March 6, 2007
Nearly 2/3 AZ schools did not administer any AP exams last year
Here’s a very interesting article from the Arizona Daily Star about high school students not enrolling in AP classes, and how alarmed officials are by this!
PHOENIX – Educators say they’re alarmed by Arizona Department of Education records that show a low number of the state’s high school students are taking advanced classes and tests.
Educators consider Advanced Placement courses and exams one of the best ways to make high school more challenging and prepare students for college.
Records show that nearly two out of three Arizona public high schools never administered an Advanced Placement exam last year. And less than 16 percent of the Class of 2006 took an Advanced Placement exam in high school, compared with 24 percent nationwide.
The number of students taking the exams has doubled since 2001 but is not enough to keep pace with students nationwide.
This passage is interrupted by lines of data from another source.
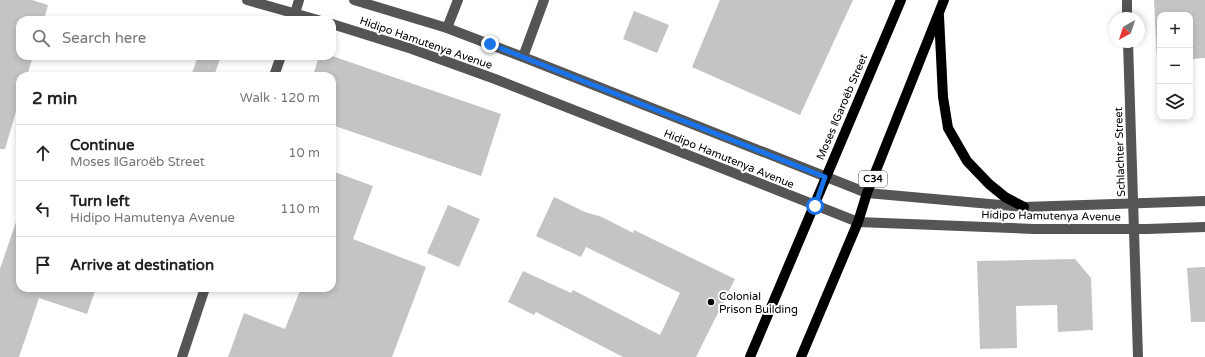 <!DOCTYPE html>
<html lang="en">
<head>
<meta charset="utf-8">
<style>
	:root { --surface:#fff; --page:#f6f6f6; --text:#222; --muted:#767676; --line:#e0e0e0 }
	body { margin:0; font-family:"Varela Round",sans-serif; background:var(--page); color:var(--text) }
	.controls { position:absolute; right:12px; top:12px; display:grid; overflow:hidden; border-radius:8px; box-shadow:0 2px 6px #0003 }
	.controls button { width:36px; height:36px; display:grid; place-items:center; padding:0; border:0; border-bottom:1px solid var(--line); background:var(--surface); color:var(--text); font:20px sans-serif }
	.compass { position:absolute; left:1109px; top:12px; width:36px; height:36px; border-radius:50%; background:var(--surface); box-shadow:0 2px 6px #0003; rotate:219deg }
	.stop { position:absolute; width:12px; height:12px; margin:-9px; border:3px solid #1a73e8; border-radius:50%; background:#fff }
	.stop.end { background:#1a73e8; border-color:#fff; box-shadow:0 1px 4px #0008 }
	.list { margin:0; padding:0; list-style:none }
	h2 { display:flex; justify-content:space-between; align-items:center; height:52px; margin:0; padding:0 16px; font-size:17px }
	h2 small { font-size:13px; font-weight:400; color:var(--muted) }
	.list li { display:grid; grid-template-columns:26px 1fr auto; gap:12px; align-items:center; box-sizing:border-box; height:56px; padding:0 16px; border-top:1px solid var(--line) }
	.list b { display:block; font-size:15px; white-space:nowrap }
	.list p { margin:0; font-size:13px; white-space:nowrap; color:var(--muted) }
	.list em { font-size:13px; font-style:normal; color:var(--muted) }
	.icon { flex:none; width:22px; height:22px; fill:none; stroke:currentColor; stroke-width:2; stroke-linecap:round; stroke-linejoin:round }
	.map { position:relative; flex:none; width:1205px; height:357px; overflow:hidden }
	.search { position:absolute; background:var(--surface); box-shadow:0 2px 6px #0003; left:16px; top:16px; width:320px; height:44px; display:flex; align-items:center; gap:10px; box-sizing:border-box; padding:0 14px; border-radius:12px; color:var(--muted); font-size:15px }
	.panel { position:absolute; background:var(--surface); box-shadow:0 2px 6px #0003; left:16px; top:72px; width:320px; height:220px; border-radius:12px }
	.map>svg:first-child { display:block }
	.building { fill:#c4c4c4 }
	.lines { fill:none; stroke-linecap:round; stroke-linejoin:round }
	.minor { stroke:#555; stroke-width:10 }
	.major { stroke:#000; stroke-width:10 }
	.route { stroke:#1a73e8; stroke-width:5 }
	.poi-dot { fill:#000; stroke:#fff; stroke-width:1.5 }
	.labels { text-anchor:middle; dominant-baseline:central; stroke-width:4; stroke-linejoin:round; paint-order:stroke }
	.shield { fill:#fff; stroke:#4c4c4c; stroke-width:1 }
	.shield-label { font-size:10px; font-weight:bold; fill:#000 }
	.street-label { font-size:11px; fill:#000; stroke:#fff }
	.poi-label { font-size:11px; fill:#000; stroke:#fff; text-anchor:start }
</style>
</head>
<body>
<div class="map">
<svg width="1205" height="357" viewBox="0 0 1205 357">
	<rect width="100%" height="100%" fill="#fff"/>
	<g class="building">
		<polygon points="0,0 32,0 48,5 44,20 20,20 20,56 33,56 27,76 20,76 20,98 5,149 0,149"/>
		<polygon points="720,0 853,0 800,115 692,67"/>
		<polygon points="1154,0 1205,0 1205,58 1190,59 1190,15 1160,15 1160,60 1157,60"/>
		<polygon points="634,11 669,25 657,53 623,39"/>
		<polygon points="198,56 221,56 214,76 191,76"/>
		<polygon points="319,56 332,56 501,114 481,176 332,125 332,76 313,76"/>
		<polygon points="332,171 373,186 353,239 426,267 392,357 228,357 244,313 285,329 301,288 332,288"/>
		<polygon points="554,197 585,212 602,217 633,233 634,230 735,279 696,357 623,357 536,312 534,315 508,302 523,271 571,293 573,290 660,335 680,293 586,247 581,257 536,236"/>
		<polygon points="448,205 480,219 459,267 427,253"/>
		<polygon points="17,219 20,219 20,288 96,288 87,314 39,298 19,357 0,357 0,269"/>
		<polygon points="1075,259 1091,278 1093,330 1058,332 1057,305 1016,306 1017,348 980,349 977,261"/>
		<polygon points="1205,267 1205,322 1191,322 1187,268"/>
	</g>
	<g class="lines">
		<g class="minor">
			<polyline points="247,0 318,20"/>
			<polyline points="354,0 447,28 523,57 867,193 1024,207 1205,201"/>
			<polyline points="1127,0 1127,18"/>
			<polyline points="293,20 299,0"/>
			<polyline points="332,24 412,49 495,79 858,222 1034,229 1147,229 1205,227"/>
			<polyline points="447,28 458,0"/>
			<polyline points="1128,42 1138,357"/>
			<polyline points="523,57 544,0"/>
			<polyline points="274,76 281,56"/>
			<polyline points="182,357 205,288"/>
		</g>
		<g class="major">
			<polyline points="939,16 943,97 948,128 967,161 989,184 1005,197 1024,207"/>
			<polyline points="750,357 901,0"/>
			<polyline points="801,357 858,222 867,193 944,0"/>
		</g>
	</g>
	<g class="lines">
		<polyline class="route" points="490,44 825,177 815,206"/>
	</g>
	<circle class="poi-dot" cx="711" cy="302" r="4"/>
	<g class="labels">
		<rect class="shield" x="859" y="171" width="28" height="16" rx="3"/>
		<g class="shield-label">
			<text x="873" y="179">C34</text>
		</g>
		<g class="street-label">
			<text transform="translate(426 43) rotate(19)">Hidipo Hamutenya Avenue</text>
			<text transform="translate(842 107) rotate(-67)">Moses ǁGaroëb Street</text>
			<text transform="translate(1120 152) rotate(-92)">Schlachter Street</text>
			<text transform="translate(729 159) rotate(22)">Hidipo Hamutenya Avenue</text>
			<text transform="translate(1051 216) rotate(1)">Hidipo Hamutenya Avenue</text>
		</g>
		<g class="poi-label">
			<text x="719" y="296">Colonial<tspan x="719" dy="13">Prison Building</tspan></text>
		</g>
	</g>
</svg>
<div class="controls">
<button>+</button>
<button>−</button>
<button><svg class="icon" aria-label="layers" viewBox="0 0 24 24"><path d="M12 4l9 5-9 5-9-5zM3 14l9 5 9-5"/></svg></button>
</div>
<svg class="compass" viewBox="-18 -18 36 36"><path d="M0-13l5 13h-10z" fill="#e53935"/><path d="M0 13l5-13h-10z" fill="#767676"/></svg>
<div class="stop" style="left:815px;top:206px"></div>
<div class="stop end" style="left:490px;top:44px"></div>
<div class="search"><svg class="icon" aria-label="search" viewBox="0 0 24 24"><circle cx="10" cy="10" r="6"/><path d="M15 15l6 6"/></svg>Search here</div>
<section class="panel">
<h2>2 min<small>Walk · 120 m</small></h2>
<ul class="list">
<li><svg class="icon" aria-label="ahead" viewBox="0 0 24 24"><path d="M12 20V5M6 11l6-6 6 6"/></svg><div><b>Continue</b><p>Moses ǁGaroëb Street</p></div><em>10 m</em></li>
<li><svg class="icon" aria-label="left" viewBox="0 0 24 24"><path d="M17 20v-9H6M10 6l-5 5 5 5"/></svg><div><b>Turn left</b><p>Hidipo Hamutenya Avenue</p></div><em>110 m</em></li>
<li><svg class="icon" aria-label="arrive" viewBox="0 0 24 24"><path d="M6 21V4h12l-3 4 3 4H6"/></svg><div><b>Arrive at destination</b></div></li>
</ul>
</section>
</div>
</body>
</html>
Denise Birdwell, an administrator in the Dysart Unified School District, said she believes more students should be steered into Advanced Placement classes.
“You don’t have to test to go into those courses, unlike in the elementary grades, where in the gifted programs, there is a culling process,” Birdwell said. “What we do with gifted, we should do with every student.”
Educators and students say time, money, and school or state policies are why the percentage of Arizona’s test takers is lagging.
Advanced Placement teacher training is available once a year and costs $500. Nearly half of the high schools in Arizona are charter schools and can’t afford to create Advanced Placement courses unless all of their students participate.
Others are small and rural district schools, where it’s difficult to recruit enough teachers to provide required courses.
Additionally, students have to fork out $83 for each Advanced Placement test they take. The tests each focus on one subject, from Spanish to history, so the more a student takes, the more it costs.
State officials have visited more than 40 high schools around Arizona, and the state is offering workshops for teachers and administrators to help them create preliminary honors and Advanced Placement courses.
The College Board is beginning to require more teachers to get Advanced Placement training, and the state began reimbursing districts that pay the cost of exams for students from low-income families.
The state is setting up its first online Advanced Placement courses for students in charter or rural schools, where course work is often unavailable. The first course, U.S. history, is expected to be available as early as fall.
To catch up, the state’s Advanced Placement expert, John Stollar, said small charter and rural schools are going to have to create Advanced Placement-quality courses for all their students, even if only a small number of students are willing to take the exam.
“The only way we’re going catch up is a complete attitude shift on the part of teachers and administrators,” Stollar said, “and to open the door to honors and (Advanced Placement) courses to all kids.”